Node-level encoders enter every task kind through three small adapters:
graph-level pooling head, dot-product link-prediction head, and the DGI
self-supervised wrapper for optional unsupervised pre-training.

## Custom models

```python
from graphnetz import register_model

# 1. Decorator
@register_model(kinds="node_cls")
class MyGNN(torch.nn.Module):
    def __init__(self, in_channels, hidden_channels, out_channels): ...

# 2. Class attribute (no decorator)
class MyGNN(torch.nn.Module):
    task_kinds = {"node_cls", "graph_cls"}

# 3. Inline tuple at run-time
run_benchmark(
    "social",
    {"MyGNN": (MyGNN, "node_cls",
               lambda i, h, o: MyGNN(i, h, o, dropout=0.3))},
)
```

## The statistical report

`run_benchmark(...)` returns a `BenchmarkReport` with the following methods:

| Method | Output |
|---|---|
| `report.summary(ci=0.95)` | per-(task, model) mean ± *t*-CI half-width DataFrame |
| `report.pairwise(alpha=0.05)` | Holm-corrected paired *t*-tests or Wilcoxon signed-rank tests within each task |
| `report.plot_critical_difference()` | Demšar / Nemenyi CD diagram across tasks |
| `report.plot_pairwise(layout=...)` | matrix or list view of pairwise significance |
| `report.plot_forest()` | per-task forest plot of mean ± CI |
| `report.plot_learning_curves()` | shared-y learning curves with t-CI bands |
| `report.to_latex(path)` | publication-ready bold-best LaTeX table |
| `report.pairwise_to_latex(path)` | Holm pairwise LaTeX table (parametric or non-parametric) |

## Notebooks

Worked examples live under `examples/`:

- `01_benchmark.ipynb` — the cross-category dashboard (multi-seed report,
  bootstrap CIs, custom-model integration).
- `02_knowledge.ipynb` — relational link prediction on FB15k-237 / WN18-RR
  using the DistMult decoder.

## Reproducing the paper

```bash
PYTHONPATH=src uv run python paper/experiment.py   # train + cache + figures
latexmk -pdf paper/main.tex                        # compile PDF
```

The script trains 5 architectures × 10 seeds across the 10 surviving
categories, caches the histories under `paper/_cache_*.pkl`, and writes every
figure (`paper/figures/`) and LaTeX table (`paper/tables/`) referenced by
`paper/main.tex`. Total runtime on a recent laptop CPU is under 30 minutes.

## Contributing

Pull requests welcome.
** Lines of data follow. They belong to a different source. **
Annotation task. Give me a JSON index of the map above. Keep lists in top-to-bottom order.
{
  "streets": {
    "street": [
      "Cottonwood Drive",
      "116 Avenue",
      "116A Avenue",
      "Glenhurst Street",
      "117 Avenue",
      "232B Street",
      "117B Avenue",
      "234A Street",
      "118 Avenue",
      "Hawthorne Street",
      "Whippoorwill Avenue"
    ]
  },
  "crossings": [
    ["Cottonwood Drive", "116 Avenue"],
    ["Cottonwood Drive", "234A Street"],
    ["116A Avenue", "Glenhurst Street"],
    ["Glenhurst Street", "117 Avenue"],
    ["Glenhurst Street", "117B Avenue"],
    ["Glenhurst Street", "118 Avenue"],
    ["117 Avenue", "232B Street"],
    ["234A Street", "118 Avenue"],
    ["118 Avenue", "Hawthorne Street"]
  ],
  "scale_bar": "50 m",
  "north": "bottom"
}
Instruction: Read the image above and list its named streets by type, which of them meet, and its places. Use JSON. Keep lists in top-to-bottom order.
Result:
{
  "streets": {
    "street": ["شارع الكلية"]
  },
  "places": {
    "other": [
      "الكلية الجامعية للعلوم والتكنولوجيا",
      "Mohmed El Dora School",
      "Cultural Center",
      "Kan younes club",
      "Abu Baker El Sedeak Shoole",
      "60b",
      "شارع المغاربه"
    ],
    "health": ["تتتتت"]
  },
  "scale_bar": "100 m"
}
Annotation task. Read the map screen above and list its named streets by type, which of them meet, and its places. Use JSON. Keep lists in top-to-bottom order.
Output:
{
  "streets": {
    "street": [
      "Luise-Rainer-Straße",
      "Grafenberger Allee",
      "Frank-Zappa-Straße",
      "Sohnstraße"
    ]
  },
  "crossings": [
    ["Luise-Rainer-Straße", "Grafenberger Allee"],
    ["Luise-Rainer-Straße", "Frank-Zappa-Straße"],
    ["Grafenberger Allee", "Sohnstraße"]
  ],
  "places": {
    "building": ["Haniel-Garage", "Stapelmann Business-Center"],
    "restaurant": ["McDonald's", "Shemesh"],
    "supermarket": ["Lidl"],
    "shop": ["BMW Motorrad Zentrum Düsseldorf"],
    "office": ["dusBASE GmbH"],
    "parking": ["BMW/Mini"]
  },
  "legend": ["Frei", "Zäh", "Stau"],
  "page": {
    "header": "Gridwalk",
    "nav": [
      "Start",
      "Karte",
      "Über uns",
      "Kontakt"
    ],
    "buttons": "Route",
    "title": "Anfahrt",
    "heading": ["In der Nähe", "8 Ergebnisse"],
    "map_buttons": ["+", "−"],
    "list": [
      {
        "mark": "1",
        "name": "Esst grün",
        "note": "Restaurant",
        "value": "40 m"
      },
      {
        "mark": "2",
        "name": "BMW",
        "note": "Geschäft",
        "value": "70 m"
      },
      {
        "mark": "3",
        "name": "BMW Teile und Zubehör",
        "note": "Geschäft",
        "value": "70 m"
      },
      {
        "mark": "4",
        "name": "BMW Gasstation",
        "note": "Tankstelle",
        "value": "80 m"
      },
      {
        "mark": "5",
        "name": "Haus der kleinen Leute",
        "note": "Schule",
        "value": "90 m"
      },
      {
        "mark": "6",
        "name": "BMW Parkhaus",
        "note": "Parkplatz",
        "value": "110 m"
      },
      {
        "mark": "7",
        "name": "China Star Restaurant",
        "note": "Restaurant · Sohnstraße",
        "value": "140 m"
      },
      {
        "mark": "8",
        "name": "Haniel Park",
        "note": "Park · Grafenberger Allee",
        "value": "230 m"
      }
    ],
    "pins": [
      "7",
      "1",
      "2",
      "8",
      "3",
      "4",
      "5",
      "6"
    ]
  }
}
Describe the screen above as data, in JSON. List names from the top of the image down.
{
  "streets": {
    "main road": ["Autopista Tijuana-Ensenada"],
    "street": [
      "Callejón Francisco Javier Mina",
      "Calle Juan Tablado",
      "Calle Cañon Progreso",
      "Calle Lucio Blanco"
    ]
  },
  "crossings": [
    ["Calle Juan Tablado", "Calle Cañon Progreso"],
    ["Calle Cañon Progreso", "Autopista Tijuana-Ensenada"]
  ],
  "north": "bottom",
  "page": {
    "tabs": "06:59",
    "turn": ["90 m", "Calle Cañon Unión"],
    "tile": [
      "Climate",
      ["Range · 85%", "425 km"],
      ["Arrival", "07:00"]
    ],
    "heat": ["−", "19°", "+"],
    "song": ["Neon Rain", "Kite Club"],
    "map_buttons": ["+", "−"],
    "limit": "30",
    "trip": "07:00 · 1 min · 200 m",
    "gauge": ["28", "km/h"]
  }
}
Read [CONTRIBUTING.md](CONTRIBUTING.md) first — the
short version is: every benchmark cell must carry a real held-out metric,
every change must thread through the multi-seed pipeline, and every PR must
be `ruff` clean.

```bash
uv run pytest
uv run ruff check
```

## License

MIT — see [`LICENCE.txt`](LICENCE.txt).